PF investiga suposto elo entre quadrilha de venda de sentenças e ministro do STJ
Uma reportagem da Revista Veja revelou uma investigação da Polícia Federal sobre um suposto vínculo entre uma quadrilha de venda de sentenças e um ministro do Superior Tribunal de Justiça.
A revista teve acesso a mensagens e documentos inéditos que mostram como os criminosos operavam.

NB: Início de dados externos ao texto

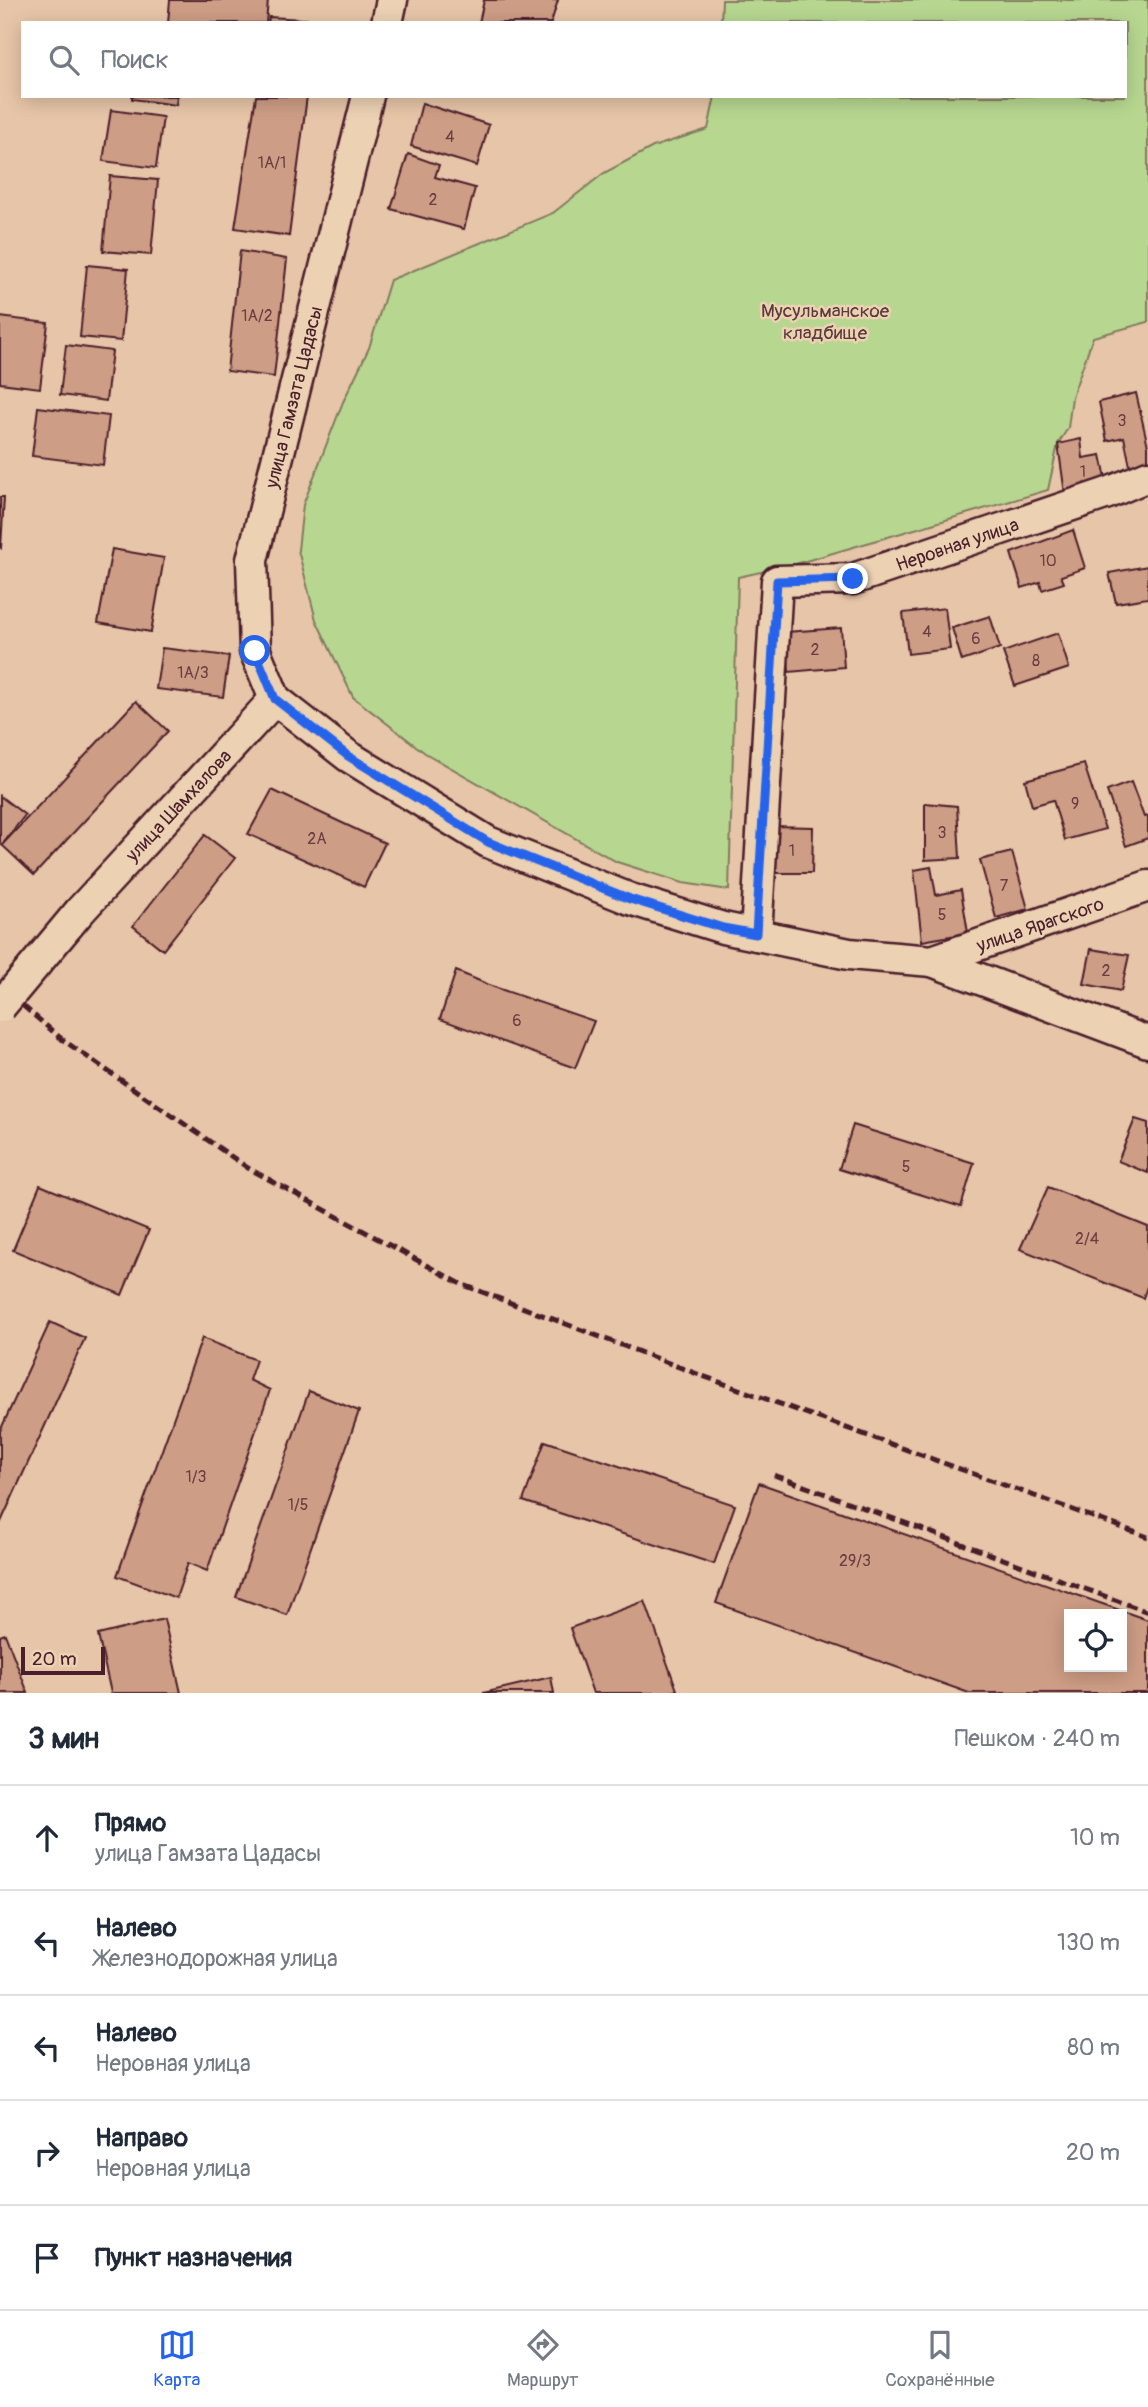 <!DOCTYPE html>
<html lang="ru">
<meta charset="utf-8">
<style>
:root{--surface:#fff;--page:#f2f2f3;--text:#1f2937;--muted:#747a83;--line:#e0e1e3;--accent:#2563eb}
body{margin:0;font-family:Pangolin,sans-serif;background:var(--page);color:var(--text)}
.controls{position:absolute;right:21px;bottom:21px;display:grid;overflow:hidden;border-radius:0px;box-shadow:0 4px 18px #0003}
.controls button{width:63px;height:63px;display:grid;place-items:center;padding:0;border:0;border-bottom:2px solid var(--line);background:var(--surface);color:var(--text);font:35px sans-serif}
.scale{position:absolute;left:21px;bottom:18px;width:84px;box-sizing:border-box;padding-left:7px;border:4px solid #4a1f2b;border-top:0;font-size:19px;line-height:24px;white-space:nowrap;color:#4a1f2b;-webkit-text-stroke:5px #ecd1b3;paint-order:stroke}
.stop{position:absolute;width:21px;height:21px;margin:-16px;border:5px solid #2563eb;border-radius:50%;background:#fff}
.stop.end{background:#2563eb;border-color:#fff;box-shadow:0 2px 7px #0008}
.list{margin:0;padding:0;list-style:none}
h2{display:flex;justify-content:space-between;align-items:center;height:91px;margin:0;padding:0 28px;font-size:30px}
h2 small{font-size:23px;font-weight:400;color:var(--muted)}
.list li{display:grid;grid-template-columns:46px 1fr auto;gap:21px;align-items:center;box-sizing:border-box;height:105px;padding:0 28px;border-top:2px solid var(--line)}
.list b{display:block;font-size:26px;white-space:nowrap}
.list p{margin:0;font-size:23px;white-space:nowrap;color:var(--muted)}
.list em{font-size:23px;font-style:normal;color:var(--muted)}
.icon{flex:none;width:38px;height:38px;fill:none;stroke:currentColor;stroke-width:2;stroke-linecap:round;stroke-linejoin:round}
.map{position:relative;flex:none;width:1148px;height:1693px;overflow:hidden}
.search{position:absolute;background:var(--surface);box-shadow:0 4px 18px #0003;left:21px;right:21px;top:21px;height:77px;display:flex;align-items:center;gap:18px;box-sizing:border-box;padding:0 24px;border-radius:0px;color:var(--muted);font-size:26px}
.sheet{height:616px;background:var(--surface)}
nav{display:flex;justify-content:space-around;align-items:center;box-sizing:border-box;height:98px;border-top:2px solid var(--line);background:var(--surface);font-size:19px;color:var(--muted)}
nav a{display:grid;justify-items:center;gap:4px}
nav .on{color:var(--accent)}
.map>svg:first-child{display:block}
.green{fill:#b7d790;stroke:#807b5e;stroke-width:2}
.building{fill:#ce9d85;stroke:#4a1f2b;stroke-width:2;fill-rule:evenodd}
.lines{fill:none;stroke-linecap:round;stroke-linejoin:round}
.minor-casing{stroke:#4a1f2b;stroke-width:35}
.minor{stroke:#ecd1b3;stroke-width:30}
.rail{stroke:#4a1f2b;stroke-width:5;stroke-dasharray:10 5;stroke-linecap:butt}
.minor-bridge-casing{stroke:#4a1f2b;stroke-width:35;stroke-linecap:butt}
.minor-bridge{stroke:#ecd1b3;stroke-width:30}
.route{stroke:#2563eb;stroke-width:9}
.labels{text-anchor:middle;stroke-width:5;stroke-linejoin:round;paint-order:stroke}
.number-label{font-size:16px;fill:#6b3e42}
.park-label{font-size:19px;fill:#5a3b3a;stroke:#ecd1b3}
.street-label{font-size:19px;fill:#4a1f2b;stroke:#ecd1b3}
</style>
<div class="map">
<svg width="1148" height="1693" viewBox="0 0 1148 1693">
<rect width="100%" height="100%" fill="#e7c5a8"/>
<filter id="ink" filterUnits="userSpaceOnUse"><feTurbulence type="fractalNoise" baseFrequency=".0143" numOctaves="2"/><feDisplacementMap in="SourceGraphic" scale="14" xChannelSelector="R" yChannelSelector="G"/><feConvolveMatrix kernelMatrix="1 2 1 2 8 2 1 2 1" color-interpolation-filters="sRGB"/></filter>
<g filter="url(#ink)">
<polygon class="green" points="722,0 1148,0 1148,322 1093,337 1072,397 1068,428 1058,444 1048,490 792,565 738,577 729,890 683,883 617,862 425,753 353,697 316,620 298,550 303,505 343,402 369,348 390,280 553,213 604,173 653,147 708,129 715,96 1125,96 1125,23 721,23"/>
<g class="building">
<polygon points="170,0 268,0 266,23 168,23"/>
<polygon points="484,0 558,0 551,23 479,23"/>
<polygon points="269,17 335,21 334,23 268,23"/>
<polygon points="132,96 177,96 176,105 132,99"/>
<polygon points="256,96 307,96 289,236 235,228"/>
<polygon points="422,103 489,125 477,166 411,146"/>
<polygon points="111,110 163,117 156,168 103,161"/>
<polygon points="408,154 439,165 435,177 475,188 464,229 391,209"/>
<polygon points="110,176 158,180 151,255 103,251"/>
<polygon points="240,251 287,259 274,377 227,371"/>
<polygon points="87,265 128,269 121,341 80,337"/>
<polygon points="0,317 48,323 40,388 0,383"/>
<polygon points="66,345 112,351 106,401 60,395"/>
<polygon points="1136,393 1148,446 1148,468 1132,475 1124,437 1107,441 1099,402"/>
<polygon points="38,407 109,416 103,465 32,456"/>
<polygon points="1081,439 1083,458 1101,455 1107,483 1065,494 1058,444"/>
<polygon points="0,497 4,497 1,548 0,547"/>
<polygon points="1073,530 1085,568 1061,576 1064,583 1042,590 1040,582 1022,588 1011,553"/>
<polygon points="112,549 164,558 151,632 98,623"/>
<polygon points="1148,566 1148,598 1116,603 1109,573"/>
<polygon points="945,608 950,649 908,654 903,613"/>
<polygon points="990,616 1000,648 962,661 952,628"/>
<polygon points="841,628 844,667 789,672 786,632"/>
<polygon points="1058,633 1069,668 1015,686 1003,652"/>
<polygon points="162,648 229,656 223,697 156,689"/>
<polygon points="136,701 168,731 34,875 2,845"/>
<polygon points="1084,764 1105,829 1065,840 1053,800 1032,806 1025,780"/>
<polygon points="1131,782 1144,817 1148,816 1148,838 1126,846 1107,791"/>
<polygon points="272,790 385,843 364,887 248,834"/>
<polygon points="0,796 25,815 2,845 0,844"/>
<polygon points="925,803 957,806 960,858 925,860"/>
<polygon points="773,826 813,827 812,873 770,873"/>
<polygon points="205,835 235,858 163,950 133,926"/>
<polygon points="1012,852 1028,909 996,918 980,860"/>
<polygon points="931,867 936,895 961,890 968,933 922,941 914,870"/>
<polygon points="1091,949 1129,955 1121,991 1084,984"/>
<polygon points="456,971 494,987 594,1021 575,1068 440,1019"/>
<polygon points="1135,1119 1148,1123 1148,1173 1118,1161"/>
<polygon points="853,1125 974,1163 961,1207 839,1169"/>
<polygon points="40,1185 149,1230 122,1295 13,1250"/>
<polygon points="1048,1187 1148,1227 1148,1284 1143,1298 1020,1249"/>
<polygon points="50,1322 85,1338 0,1524 0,1431"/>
<polygon points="202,1338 256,1360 249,1380 270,1390 207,1571 188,1563 176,1598 117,1576"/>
<polygon points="309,1391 359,1411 287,1615 236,1597"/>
<polygon points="545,1441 735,1505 714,1564 523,1501"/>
<path d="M759,1483L1148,1620V1693H969L716,1603ZM1069,1614H1122V1667H1069Z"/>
<polygon points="645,1601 677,1690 668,1693 593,1693 570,1628"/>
<polygon points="164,1619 181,1693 111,1693 98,1635"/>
<polygon points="5,1634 28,1693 0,1693 0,1636"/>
<polygon points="551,1677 554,1693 483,1693"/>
</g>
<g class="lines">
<g class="minor-casing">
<g id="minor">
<polyline points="387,23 392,0"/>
<polyline points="368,96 252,560 255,651 275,699 348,756 488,842 630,899 723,928 849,954 932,961 1148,1042"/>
<polyline points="80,911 275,699"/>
<polyline points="756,935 777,581 853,579 1108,493 1148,476"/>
<polyline points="932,961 1148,886"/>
</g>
</g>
<use href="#minor" class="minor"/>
<g class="rail">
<polyline points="0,986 63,1040 248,1168 461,1284 700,1375 1148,1537"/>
<polyline points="774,1475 1148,1612"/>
</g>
<g class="minor-bridge-casing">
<polyline id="minor-bridge" points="0,1007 80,911"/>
</g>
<use href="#minor-bridge" class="minor-bridge"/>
</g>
</g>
<g class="lines" filter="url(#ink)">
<polyline class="route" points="255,651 275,699 348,756 488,842 630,899 723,928 756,934 777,581 853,579"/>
</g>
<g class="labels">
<g class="number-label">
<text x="450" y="142">4</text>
<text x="272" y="168">1А/1</text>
<text x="433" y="205">2</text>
<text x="257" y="321">1А/2</text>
<text x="1122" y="426">3</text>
<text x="1083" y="477">1</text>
<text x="1048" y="566">10</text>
<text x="927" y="637">4</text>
<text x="976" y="644">6</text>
<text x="815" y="655">2</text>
<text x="1036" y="666">8</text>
<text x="193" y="678">1А/3</text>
<text x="1075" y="809">9</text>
<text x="942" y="838">3</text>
<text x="317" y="844">2А</text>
<text x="792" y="856">1</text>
<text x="1004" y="891">7</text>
<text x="942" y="920">5</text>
<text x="1106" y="976">2</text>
<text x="517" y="1026">6</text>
<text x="906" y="1172">5</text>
<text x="1087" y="1244">2/4</text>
<text x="196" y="1482">1/3</text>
<text x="298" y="1510">1/5</text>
<text x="855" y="1566">29/3</text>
</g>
<g class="park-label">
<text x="825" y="317">Мусульманское<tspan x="825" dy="22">кладбище</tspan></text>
</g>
<g class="street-label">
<text transform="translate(293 397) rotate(-76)" y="7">улица Гамзата Цадасы</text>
<text transform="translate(957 544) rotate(-19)" y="7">Неровная улица</text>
<text transform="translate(178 805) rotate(-47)" y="7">улица Шамхалова</text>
<text transform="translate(1040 924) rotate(-19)" y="7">улица Ярагского</text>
</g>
</g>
</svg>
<div class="controls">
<button><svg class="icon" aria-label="locate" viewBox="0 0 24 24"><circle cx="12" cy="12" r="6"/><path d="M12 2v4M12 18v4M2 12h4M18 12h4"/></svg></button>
</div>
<div class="scale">20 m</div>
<div class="stop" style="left:255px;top:651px"></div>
<div class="stop end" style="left:853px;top:579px"></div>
<div class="search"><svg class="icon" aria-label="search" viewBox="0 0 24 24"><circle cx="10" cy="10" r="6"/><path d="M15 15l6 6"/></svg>Поиск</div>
</div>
<section class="sheet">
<h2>3 мин<small>Пешком · 240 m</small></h2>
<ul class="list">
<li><svg class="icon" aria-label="ahead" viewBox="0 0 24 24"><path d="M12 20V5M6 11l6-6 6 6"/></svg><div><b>Прямо</b><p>улица Гамзата Цадасы</p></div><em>10 m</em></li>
<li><svg class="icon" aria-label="left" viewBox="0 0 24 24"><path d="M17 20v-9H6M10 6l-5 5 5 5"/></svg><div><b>Налево</b><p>Железнодорожная улица</p></div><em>130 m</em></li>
<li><svg class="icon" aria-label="left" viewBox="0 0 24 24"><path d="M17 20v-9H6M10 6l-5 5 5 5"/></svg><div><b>Налево</b><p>Неровная улица</p></div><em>80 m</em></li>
<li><svg class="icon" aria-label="right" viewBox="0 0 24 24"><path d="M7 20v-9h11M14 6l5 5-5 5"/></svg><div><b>Направо</b><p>Неровная улица</p></div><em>20 m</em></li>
<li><svg class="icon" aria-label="arrive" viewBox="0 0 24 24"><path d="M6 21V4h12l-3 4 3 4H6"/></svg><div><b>Пункт назначения</b></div></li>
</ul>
</section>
<nav>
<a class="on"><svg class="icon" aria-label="map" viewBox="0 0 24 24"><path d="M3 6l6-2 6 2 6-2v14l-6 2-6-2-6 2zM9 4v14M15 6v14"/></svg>Карта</a>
<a><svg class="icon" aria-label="directions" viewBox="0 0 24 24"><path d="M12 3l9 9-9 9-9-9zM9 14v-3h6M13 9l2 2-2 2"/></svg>Маршрут</a>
<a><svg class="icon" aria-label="saved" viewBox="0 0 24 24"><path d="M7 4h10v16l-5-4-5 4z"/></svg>Сохранённые</a>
</nav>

O advogado Roberto Zampieri era conhecido em Mato Grosso por sua boa relação com setores do Judiciário e por sua impressionante taxa de sucesso em casos difíceis. Andreson de Oliveira Gonçalves, que atuava como empresário de transporte de cargas, foi seu parceiro em um esquema milionário. O advogado captava clientes interessados em processos no Superior Tribunal de Justiça, enquanto o empresário utilizava sua rede de contatos em Brasília para manipular os resultados dos julgamentos. O esquema, revelado por VEJA há duas semanas, funcionou até dezembro do ano passado, quando Zampieri foi assassinado em Cuiabá — um crime ainda envolto em mistério. Ao lado do corpo, a polícia encontrou seu celular, que continha áudios, mensagens e documentos que evidenciavam a venda de sentenças, envolvendo, até onde se sabe, o gabinete de quatro ministros da segunda corte mais importante do país. A infiltração criminosa, no entanto, pode ter se estendido ainda mais.
A partir dos diálogos e documentos encontrados no celular do advogado falecido, a Polícia Federal abriu um inquérito. O material indicava que um grupo de advogados e lobistas estava comprando e vendendo decisões judiciais do STJ. As mensagens recuperadas continham insinuações sobre o comportamento de vários ministros, minutas de sentenças e comprovantes de pagamentos. A investigação inicial se concentrou nos gabinetes dos ministros Isabel Gallotti, Og Fernandes, Nancy Andrighi e Paulo Moura Ribeiro, com indícios de que funcionários desses gabinetes haviam sido corrompidos. Em troca de dinheiro, eles antecipavam veredictos e alteravam decisões em benefício dos clientes, tudo aparentemente sem o conhecimento dos chefes.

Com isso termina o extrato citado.